Stored items from a collection
* * *
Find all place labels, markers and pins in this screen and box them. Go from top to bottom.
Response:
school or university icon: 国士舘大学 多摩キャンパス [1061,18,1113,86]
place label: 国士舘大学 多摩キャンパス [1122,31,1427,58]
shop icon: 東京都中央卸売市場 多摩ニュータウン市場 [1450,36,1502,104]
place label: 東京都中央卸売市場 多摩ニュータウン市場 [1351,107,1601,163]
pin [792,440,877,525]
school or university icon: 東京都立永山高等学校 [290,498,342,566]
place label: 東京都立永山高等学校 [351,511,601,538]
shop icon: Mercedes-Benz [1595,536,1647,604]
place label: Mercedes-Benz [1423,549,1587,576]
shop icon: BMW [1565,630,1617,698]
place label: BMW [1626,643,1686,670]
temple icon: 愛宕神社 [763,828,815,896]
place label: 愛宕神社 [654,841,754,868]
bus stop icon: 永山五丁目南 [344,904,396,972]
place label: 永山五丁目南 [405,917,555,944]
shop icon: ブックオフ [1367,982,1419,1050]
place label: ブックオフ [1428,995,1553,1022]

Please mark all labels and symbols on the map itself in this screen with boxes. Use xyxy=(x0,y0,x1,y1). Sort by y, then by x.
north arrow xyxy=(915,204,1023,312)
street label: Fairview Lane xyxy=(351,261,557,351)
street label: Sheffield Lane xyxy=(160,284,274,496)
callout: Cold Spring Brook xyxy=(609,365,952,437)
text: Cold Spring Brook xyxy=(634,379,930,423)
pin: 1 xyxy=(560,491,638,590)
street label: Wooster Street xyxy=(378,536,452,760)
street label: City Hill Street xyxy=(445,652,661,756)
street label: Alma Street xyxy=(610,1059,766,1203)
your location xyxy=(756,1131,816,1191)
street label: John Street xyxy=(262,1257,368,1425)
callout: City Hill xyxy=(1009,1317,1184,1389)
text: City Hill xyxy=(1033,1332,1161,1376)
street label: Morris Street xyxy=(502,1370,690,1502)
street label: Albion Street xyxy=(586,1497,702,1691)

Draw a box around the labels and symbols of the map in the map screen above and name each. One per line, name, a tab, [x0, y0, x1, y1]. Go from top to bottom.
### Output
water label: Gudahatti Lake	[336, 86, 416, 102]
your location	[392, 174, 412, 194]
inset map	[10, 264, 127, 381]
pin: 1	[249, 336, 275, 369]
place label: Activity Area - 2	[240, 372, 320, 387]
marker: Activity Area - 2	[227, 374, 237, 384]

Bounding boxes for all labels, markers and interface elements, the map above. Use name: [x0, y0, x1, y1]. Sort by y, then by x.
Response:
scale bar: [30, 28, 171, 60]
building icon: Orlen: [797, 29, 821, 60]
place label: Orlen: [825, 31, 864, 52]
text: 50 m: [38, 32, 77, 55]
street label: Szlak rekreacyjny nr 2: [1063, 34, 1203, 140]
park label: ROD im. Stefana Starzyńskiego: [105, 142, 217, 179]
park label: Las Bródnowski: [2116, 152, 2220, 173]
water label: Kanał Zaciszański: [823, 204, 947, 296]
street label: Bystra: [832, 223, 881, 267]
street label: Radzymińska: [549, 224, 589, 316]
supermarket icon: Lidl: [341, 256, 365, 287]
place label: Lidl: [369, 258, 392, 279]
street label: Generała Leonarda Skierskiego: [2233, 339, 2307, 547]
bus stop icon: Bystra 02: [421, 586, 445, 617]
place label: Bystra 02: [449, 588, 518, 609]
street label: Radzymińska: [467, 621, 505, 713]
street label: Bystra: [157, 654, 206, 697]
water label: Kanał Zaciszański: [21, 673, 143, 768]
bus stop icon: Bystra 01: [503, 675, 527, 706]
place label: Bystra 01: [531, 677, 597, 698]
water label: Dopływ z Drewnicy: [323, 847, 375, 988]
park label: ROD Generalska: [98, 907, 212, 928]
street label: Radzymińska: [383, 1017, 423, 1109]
* * *
EXERCISE INSTRUCTIONS: Identify the lines of the entries containing the string "above". Copy each such line.

EXERCISE RESULT:
Draw a box around the labels and symbols of the map in the map screen above and name each. One per line, name, a tab, [x0, y0, x1, y1]. Go from top to bottom.
Bounding boxes for all labels, markers and interface elements, the map above. Use name: [x0, y0, x1, y1]. Sort by y, then by x.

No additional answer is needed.